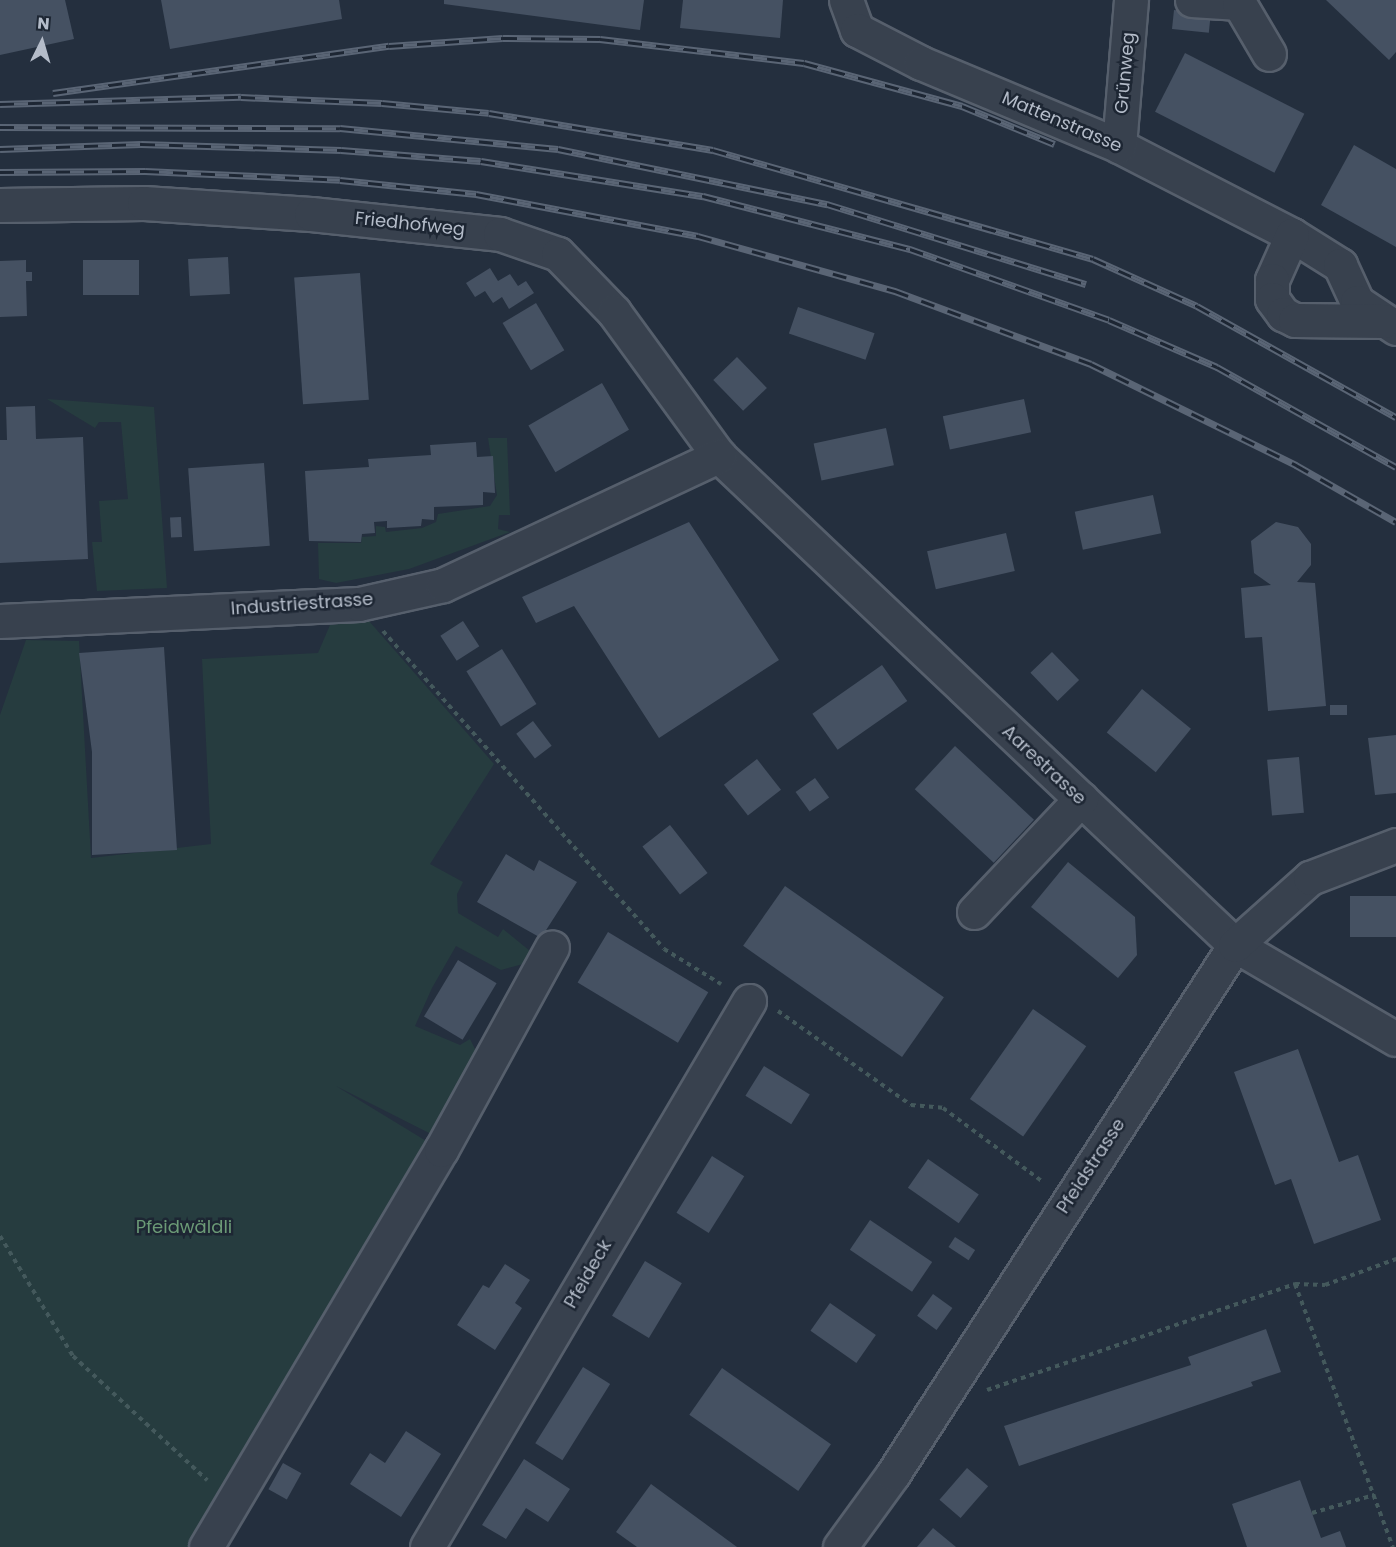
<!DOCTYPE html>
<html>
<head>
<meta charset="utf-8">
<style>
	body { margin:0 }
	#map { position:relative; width:1396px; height:1547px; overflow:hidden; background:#242f3e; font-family:Poppins,sans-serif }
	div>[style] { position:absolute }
	.green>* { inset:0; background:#263c3f }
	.building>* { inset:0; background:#455162; transform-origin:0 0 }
	.path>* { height:4px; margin-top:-2px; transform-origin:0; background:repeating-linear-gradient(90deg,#44595c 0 4.5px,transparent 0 9px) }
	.roads { filter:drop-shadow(2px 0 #565f6c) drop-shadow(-2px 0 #565f6c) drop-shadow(0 2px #565f6c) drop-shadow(0 -2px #565f6c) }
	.minor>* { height:33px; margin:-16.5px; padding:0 16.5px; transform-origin:16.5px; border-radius:16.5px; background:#38414e }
	.rail>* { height:7px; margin-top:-3.5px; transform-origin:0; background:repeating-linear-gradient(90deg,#1d2633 0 14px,#5a6575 0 28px); box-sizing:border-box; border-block:2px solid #5a6575 }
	span { translate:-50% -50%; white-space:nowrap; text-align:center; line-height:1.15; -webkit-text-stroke:5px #1d2633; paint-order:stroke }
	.street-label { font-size:18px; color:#b4bcc9 }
	.park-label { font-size:18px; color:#6b9a76 }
	.north { position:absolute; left:12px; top:12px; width:60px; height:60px; -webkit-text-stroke:4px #1d2633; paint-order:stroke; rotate:5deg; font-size:16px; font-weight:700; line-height:24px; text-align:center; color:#b4bcc9 }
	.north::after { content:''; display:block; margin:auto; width:21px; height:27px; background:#b4bcc9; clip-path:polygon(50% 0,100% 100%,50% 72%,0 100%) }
</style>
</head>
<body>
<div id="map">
	<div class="green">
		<div style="clip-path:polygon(47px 399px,154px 407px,167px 588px,97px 591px,92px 542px,102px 542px,99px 501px,128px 499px,121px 422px,99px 422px,95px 428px)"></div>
		<div style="clip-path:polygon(488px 438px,507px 438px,510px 515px,499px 515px,498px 529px,510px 532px,409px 569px,336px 583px,319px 579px,318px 543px,361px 543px,362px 537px,376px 536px,376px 526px,385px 527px,386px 532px,422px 528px,436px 522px,438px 514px,490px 506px,497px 495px)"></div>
		<div style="clip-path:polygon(369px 621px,494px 764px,430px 864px,463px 882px,457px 894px,458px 913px,498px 937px,503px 929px,530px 951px,523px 964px,501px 970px,456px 946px,432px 988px,415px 1026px,460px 1045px,470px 1039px,477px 1053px,437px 1137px,336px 1086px,441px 1150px,206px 1547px,0 1547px,0 715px,26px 640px,79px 641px,91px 858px,211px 844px,202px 659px,318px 653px,330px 625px)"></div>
	</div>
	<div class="building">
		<div style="clip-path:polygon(0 0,65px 0,74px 39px,0 55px)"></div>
		<div style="clip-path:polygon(161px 0,339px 0,342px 19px,170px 49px)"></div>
		<div style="clip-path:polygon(444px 0,644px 0,640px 30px,444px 4px)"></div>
		<div style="clip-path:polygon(683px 0,783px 0,780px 38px,680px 28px)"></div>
		<div style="clip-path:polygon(1326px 0,1396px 0,1396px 52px,1389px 60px)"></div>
		<div style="left:1174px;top:10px;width:37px;height:19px;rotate:6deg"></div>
		<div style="left:1185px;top:53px;width:134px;height:66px;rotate:27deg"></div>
		<div style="clip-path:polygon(1354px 145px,1396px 169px,1396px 247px,1321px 205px)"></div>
		<div style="left:228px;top:257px;width:37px;height:40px;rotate:87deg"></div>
		<div style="clip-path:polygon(26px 260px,26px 272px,32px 272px,32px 281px,26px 281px,27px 316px,0 317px,0 261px)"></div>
		<div style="left:139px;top:260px;width:35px;height:56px;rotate:90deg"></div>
		<div style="clip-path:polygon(490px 268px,498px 281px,510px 274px,518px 286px,526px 281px,534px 293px,509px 309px,502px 297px,493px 303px,485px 291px,475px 297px,466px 283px)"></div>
		<div style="left:360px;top:273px;width:127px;height:66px;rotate:86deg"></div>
		<div style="left:536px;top:303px;width:55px;height:39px;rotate:59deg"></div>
		<div style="left:798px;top:307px;width:81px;height:28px;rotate:19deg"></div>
		<div style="left:737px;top:357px;width:43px;height:33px;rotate:46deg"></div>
		<div style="left:602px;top:383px;width:54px;height:85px;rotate:60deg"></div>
		<div style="left:1024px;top:399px;width:34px;height:83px;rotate:78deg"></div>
		<div style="clip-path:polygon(35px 406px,36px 439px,83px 437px,88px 559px,0 563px,0 440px,7px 440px,6px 407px)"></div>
		<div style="left:886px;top:428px;width:38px;height:74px;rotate:78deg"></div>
		<div style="clip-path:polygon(476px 442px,477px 457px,493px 456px,495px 493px,483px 492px,483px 505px,434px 507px,434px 520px,422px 519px,421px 526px,387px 528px,387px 521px,374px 522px,375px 533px,362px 534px,361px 542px,309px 541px,305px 471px,369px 467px,368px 459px,431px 455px,430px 445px)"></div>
		<div style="left:264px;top:463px;width:83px;height:76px;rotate:86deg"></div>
		<div style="left:1153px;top:495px;width:39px;height:80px;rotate:78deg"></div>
		<div style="left:181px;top:517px;width:20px;height:11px;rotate:87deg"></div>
		<div style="clip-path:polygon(689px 522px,779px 660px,659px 738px,574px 606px,536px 623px,522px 597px)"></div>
		<div style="clip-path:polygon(1276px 522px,1298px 527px,1311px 544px,1311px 565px,1297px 582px,1315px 583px,1326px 706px,1268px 711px,1262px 637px,1245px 638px,1241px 588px,1271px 585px,1254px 573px,1251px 541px)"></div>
		<div style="left:1006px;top:533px;width:39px;height:81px;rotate:77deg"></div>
		<div style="left:463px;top:621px;width:30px;height:27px;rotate:57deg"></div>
		<div style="clip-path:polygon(164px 647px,177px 850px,92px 855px,92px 752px,79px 653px)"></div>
		<div style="left:502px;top:649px;width:65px;height:42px;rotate:58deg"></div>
		<div style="left:1052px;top:652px;width:39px;height:30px;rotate:46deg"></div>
		<div style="left:882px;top:665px;width:44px;height:85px;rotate:55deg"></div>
		<div style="left:1142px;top:689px;width:63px;height:56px;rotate:39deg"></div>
		<div style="left:1347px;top:705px;width:10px;height:17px;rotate:90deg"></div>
		<div style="left:533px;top:721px;width:31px;height:21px;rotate:53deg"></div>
		<div style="clip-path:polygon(1396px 735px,1396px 793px,1375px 795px,1368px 738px)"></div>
		<div style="left:955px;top:746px;width:108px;height:59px;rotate:43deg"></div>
		<div style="left:1299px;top:757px;width:56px;height:32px;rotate:85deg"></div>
		<div style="left:757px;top:759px;width:39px;height:42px;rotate:52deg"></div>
		<div style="left:815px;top:778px;width:24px;height:24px;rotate:54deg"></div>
		<div style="left:670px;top:825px;width:61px;height:35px;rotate:52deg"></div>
		<div style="clip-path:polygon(506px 854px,534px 871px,539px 860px,577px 882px,541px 938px,477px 902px)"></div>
		<div style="clip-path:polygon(1068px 862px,1135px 917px,1137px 955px,1118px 978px,1031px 907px)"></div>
		<div style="left:785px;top:886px;width:194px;height:73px;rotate:35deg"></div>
		<div style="left:1350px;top:896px;width:46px;height:41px"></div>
		<div style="left:608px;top:932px;width:117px;height:59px;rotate:31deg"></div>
		<div style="left:458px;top:960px;width:45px;height:66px;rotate:31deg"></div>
		<div style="left:1033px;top:1009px;width:65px;height:110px;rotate:35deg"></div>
		<div style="clip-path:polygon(1298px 1049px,1339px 1162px,1358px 1155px,1381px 1220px,1314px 1244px,1291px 1179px,1275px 1185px,1234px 1072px)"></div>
		<div style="left:764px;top:1066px;width:54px;height:35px;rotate:32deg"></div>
		<div style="left:712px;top:1156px;width:38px;height:67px;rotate:32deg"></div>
		<div style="left:928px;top:1159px;width:62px;height:35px;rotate:35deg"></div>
		<div style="left:870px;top:1220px;width:75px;height:36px;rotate:34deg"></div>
		<div style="left:955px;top:1237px;width:24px;height:12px;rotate:33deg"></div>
		<div style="left:645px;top:1261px;width:43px;height:64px;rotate:31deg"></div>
		<div style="clip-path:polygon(505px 1264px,530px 1280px,515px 1303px,522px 1308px,495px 1350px,457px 1325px,483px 1285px,489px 1288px)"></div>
		<div style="left:933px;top:1294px;width:24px;height:27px;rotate:36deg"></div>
		<div style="left:830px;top:1303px;width:56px;height:34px;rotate:35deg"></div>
		<div style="clip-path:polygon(1266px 1329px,1281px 1372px,1251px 1382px,1253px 1386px,1019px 1466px,1004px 1426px,1191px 1365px,1188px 1357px)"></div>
		<div style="left:583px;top:1367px;width:32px;height:90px;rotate:32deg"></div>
		<div style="left:722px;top:1368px;width:133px;height:57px;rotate:35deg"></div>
		<div style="clip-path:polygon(406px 1431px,441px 1454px,401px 1517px,350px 1484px,370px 1453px,385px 1463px)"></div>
		<div style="clip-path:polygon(524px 1459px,570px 1489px,548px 1522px,526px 1508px,506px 1539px,482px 1525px)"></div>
		<div style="left:283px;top:1463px;width:21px;height:30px;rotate:29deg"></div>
		<div style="left:967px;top:1468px;width:28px;height:42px;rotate:41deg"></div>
		<div style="clip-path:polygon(1300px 1480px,1321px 1538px,1340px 1531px,1346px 1547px,1247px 1547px,1232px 1504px)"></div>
		<div style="clip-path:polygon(651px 1484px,737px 1547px,637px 1547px,616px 1532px)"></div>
		<div style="clip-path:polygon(933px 1528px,956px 1547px,917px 1547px)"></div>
	</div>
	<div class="path">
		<div style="left:383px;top:631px;width:424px;rotate:48.5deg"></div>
		<div style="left:664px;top:949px;width:67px;rotate:31.6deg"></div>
		<div style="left:778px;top:1011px;width:163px;rotate:35.3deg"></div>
		<div style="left:911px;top:1105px;width:32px;rotate:5deg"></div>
		<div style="left:943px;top:1108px;width:124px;rotate:36.5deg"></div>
		<div style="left:0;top:1236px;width:140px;rotate:58.7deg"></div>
		<div style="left:73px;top:1356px;width:183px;rotate:42.8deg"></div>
		<div style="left:1295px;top:1284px;width:281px;rotate:69.6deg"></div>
		<div style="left:987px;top:1390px;width:326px;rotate:-19deg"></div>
		<div style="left:1295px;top:1284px;width:30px;rotate:2deg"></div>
		<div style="left:1325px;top:1285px;width:76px;rotate:-20.1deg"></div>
		<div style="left:1312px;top:1513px;width:65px;rotate:-16.2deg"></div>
	</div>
	<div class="roads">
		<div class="minor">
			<div style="left:846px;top:0;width:32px;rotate:70deg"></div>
			<div style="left:857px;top:30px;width:72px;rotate:27.3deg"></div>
			<div style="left:921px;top:63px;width:215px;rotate:22.7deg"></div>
			<div style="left:1119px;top:146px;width:195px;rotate:27.2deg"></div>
			<div style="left:1292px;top:235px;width:57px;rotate:32deg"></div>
			<div style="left:1340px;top:265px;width:41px;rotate:65.3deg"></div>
			<div style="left:1357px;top:302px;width:47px;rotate:33.7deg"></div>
			<div style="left:1192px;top:0;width:47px;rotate:3.7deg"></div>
			<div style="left:1239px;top:3px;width:59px;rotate:59.5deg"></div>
			<div style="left:1119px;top:146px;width:146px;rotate:-85.3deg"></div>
			<div style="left:0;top:205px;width:144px;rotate:-0.8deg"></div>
			<div style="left:144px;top:203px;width:167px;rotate:3.8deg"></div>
			<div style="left:311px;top:214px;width:190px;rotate:6deg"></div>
			<div style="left:500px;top:234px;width:61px;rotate:19deg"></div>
			<div style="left:558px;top:254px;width:81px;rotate:46deg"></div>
			<div style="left:614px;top:312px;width:178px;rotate:53.9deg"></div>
			<div style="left:719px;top:456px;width:711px;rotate:43.46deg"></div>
			<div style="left:1235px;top:945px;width:186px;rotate:30.3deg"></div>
			<div style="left:1292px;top:235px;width:49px;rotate:114deg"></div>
			<div style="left:1272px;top:280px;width:19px;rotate:90deg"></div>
			<div style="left:1272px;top:299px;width:19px;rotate:54deg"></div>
			<div style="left:1283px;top:314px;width:13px;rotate:27deg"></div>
			<div style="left:1295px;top:320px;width:88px;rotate:0.7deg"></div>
			<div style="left:0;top:621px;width:359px;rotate:-2.7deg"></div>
			<div style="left:359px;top:604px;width:86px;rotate:-12.7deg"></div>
			<div style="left:443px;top:585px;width:305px;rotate:-25.1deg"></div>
			<div style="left:974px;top:912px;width:156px;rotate:-46.6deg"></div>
			<div style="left:206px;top:1547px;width:461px;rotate:-59.4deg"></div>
			<div style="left:441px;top:1150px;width:231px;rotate:-61.3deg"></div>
			<div style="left:427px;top:1547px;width:634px;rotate:-59.47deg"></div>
			<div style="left:840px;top:1547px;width:90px;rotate:-54deg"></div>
			<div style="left:893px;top:1474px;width:630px;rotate:-57.12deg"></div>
			<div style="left:1235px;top:945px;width:101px;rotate:-41.8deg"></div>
			<div style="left:1310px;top:878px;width:92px;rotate:-21deg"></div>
		</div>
	</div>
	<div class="rail">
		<div style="left:53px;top:93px;width:339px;rotate:-8deg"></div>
		<div style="left:389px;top:46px;width:114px;rotate:-4deg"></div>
		<div style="left:503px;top:38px;width:97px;rotate:0.6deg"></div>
		<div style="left:600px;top:39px;width:205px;rotate:6.7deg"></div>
		<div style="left:804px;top:63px;width:164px;rotate:15.2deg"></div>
		<div style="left:962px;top:106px;width:100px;rotate:22.4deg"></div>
		<div style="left:0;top:104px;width:241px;rotate:-1.7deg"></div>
		<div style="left:241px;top:97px;width:141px;rotate:2.4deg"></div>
		<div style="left:382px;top:103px;width:107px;rotate:5.3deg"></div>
		<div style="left:489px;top:113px;width:227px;rotate:9.4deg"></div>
		<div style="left:713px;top:150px;width:395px;rotate:16deg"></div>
		<div style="left:1093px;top:259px;width:114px;rotate:24.3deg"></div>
		<div style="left:1197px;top:306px;width:228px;rotate:29.2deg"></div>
		<div style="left:0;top:127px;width:340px;rotate:0.2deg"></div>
		<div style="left:340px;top:128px;width:219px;rotate:5.5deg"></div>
		<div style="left:558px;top:149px;width:275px;rotate:11.6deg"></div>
		<div style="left:827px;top:204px;width:271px;rotate:17.2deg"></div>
		<div style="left:0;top:149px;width:141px;rotate:-2deg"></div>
		<div style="left:141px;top:144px;width:200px;rotate:1.7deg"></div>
		<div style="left:341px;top:150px;width:140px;rotate:4.5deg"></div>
		<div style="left:481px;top:161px;width:225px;rotate:9deg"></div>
		<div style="left:703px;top:196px;width:214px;rotate:14.4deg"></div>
		<div style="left:910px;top:249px;width:211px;rotate:19.6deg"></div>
		<div style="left:1109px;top:320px;width:118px;rotate:23.5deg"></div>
		<div style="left:1217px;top:367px;width:205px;rotate:29.2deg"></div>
		<div style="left:0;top:172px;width:145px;rotate:-0.4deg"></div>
		<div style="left:145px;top:171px;width:195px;rotate:2.6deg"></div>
		<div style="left:340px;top:180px;width:137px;rotate:5.9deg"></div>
		<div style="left:476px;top:194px;width:226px;rotate:10.7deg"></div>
		<div style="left:698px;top:236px;width:205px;rotate:15.6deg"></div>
		<div style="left:895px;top:291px;width:209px;rotate:20.4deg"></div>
		<div style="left:1091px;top:364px;width:229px;rotate:26.2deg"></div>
		<div style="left:1296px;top:465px;width:115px;rotate:29.7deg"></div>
	</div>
	<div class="street-label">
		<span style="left:1125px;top:73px;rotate:-85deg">Grünweg</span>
		<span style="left:1062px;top:122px;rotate:23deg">Mattenstrasse</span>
		<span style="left:410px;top:224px;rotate:6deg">Friedhofweg</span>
		<span style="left:302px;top:604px;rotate:-4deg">Industriestrasse</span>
		<span style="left:1044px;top:765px;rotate:43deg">Aarestrasse</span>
		<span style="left:1091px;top:1166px;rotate:-57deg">Pfeidstrasse</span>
		<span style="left:588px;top:1274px;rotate:-60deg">Pfeideck</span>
	</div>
	<div class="park-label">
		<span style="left:184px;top:1227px">Pfeidwäldli</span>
	</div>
	<div class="north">N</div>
</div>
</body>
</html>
* * *
Print the data above exactly, from its first line to the line bearing "translate:-50% -50%; white-space:nowrap;" inclusive, and keep pictures out of the result.

_WRITTEN RESPONSE:_
<!DOCTYPE html>
<html>
<head>
<meta charset="utf-8">
<style>
	body { margin:0 }
	#map { position:relative; width:1396px; height:1547px; overflow:hidden; background:#242f3e; font-family:Poppins,sans-serif }
	div>[style] { position:absolute }
	.green>* { inset:0; background:#263c3f }
	.building>* { inset:0; background:#455162; transform-origin:0 0 }
	.path>* { height:4px; margin-top:-2px; transform-origin:0; background:repeating-linear-gradient(90deg,#44595c 0 4.5px,transparent 0 9px) }
	.roads { filter:drop-shadow(2px 0 #565f6c) drop-shadow(-2px 0 #565f6c) drop-shadow(0 2px #565f6c) drop-shadow(0 -2px #565f6c) }
	.minor>* { height:33px; margin:-16.5px; padding:0 16.5px; transform-origin:16.5px; border-radius:16.5px; background:#38414e }
	.rail>* { height:7px; margin-top:-3.5px; transform-origin:0; background:repeating-linear-gradient(90deg,#1d2633 0 14px,#5a6575 0 28px); box-sizing:border-box; border-block:2px solid #5a6575 }
	span { translate:-50% -50%; white-space:nowrap; text-align:center; line-height:1.15; -webkit-text-stroke:5px #1d2633; paint-order:stroke }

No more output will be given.